> Exercise material

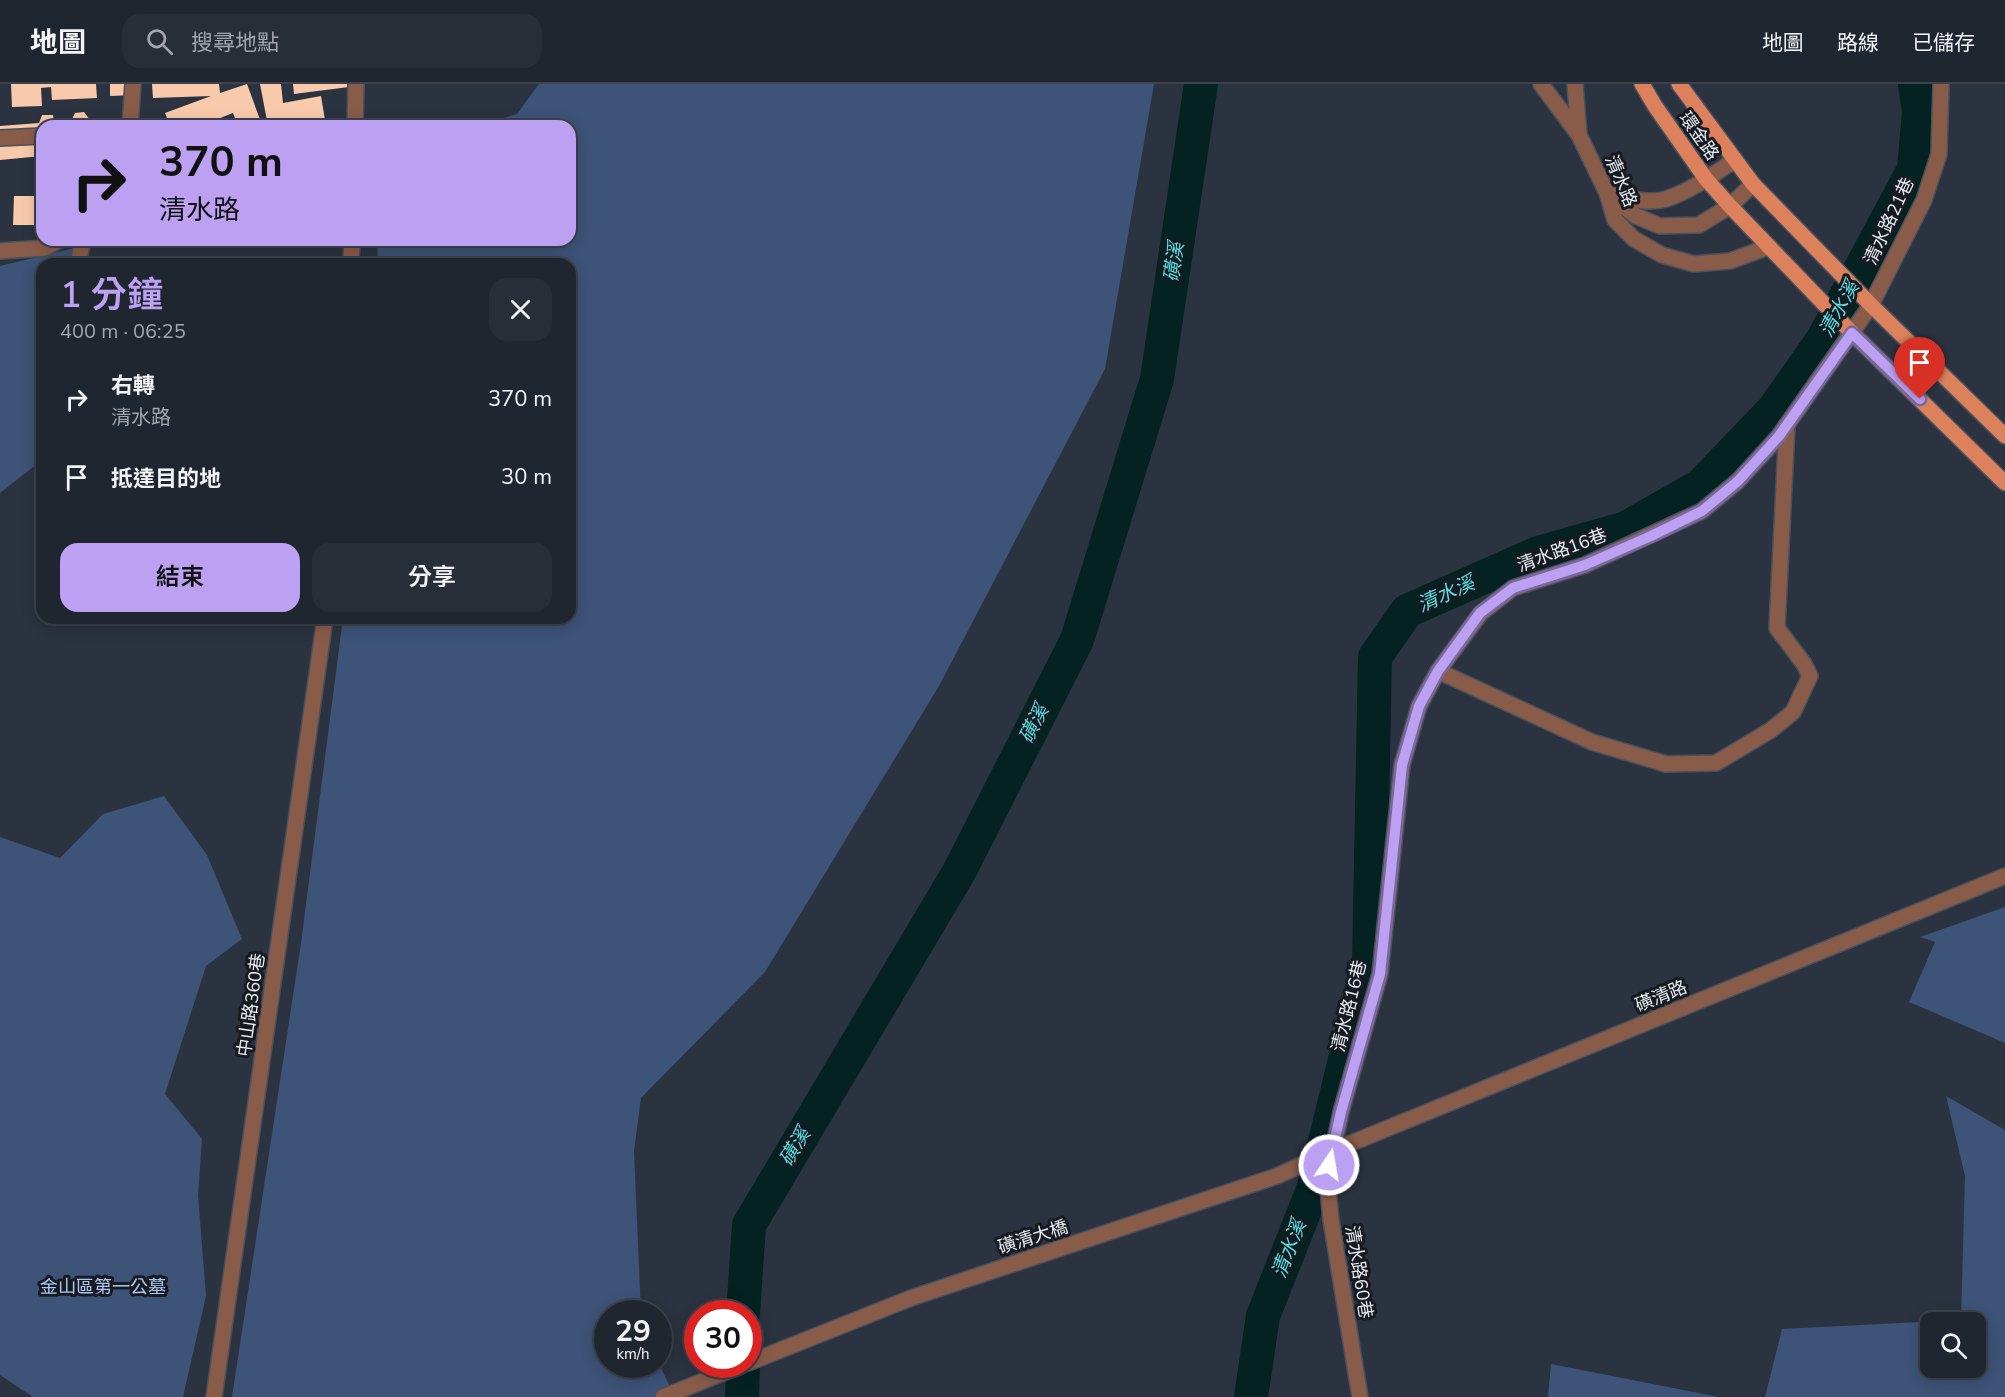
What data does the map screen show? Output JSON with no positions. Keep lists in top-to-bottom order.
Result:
{
  "streets": {
    "main road": ["環金路"],
    "street": [
      "清水路",
      "清水路21巷",
      "清水路16巷",
      "磺清路",
      "中山路360巷",
      "磺清大橋",
      "清水路60巷"
    ]
  },
  "crossings": [
    ["清水路21巷", "清水路16巷"],
    ["清水路16巷", "磺清路"],
    ["清水路16巷", "磺清大橋"],
    ["清水路16巷", "清水路60巷"],
    ["磺清路", "磺清大橋"],
    ["磺清路", "清水路60巷"],
    ["磺清大橋", "清水路60巷"]
  ],
  "water": ["磺溪", "清水溪"],
  "parks": ["金山區第一公墓"],
  "page": {
    "header": "地圖",
    "search": "搜尋地點",
    "nav": ["地圖", "路線", "已儲存"],
    "turn": ["370 m", "清水路"],
    "heading": ["1 分鐘", "400 m · 06:25"],
    "list": [
      {
        "name": "右轉",
        "note": "清水路",
        "value": "370 m"
      },
      {
        "name": "抵達目的地",
        "value": "30 m"
      }
    ],
    "buttons": ["結束", "分享"],
    "speed": "29 km/h",
    "limit": "30"
  }
}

> Your instructions
Would you transcribe all of the entries above exactly, minus the images?

> Answer below
What data does the map screen show? Output JSON with no positions. Keep lists in top-to-bottom order.
Result:
{
  "streets": {
    "main road": ["環金路"],
    "street": [
      "清水路",
      "清水路21巷",
      "清水路16巷",
      "磺清路",
      "中山路360巷",
      "磺清大橋",
      "清水路60巷"
    ]
  },
  "crossings": [
    ["清水路21巷", "清水路16巷"],
    ["清水路16巷", "磺清路"],
    ["清水路16巷", "磺清大橋"],
    ["清水路16巷", "清水路60巷"],
    ["磺清路", "磺清大橋"],
    ["磺清路", "清水路60巷"],
    ["磺清大橋", "清水路60巷"]
  ],
  "water": ["磺溪", "清水溪"],
  "parks": ["金山區第一公墓"],
  "page": {
    "header": "地圖",
    "search": "搜尋地點",
    "nav": ["地圖", "路線", "已儲存"],
    "turn": ["370 m", "清水路"],
    "heading": ["1 分鐘", "400 m · 06:25"],
    "list": [
      {
        "name": "右轉",
        "note": "清水路",
        "value": "370 m"
      },
      {
        "name": "抵達目的地",
        "value": "30 m"
      }
    ],
    "buttons": ["結束", "分享"],
    "speed": "29 km/h",
    "limit": "30"
  }
}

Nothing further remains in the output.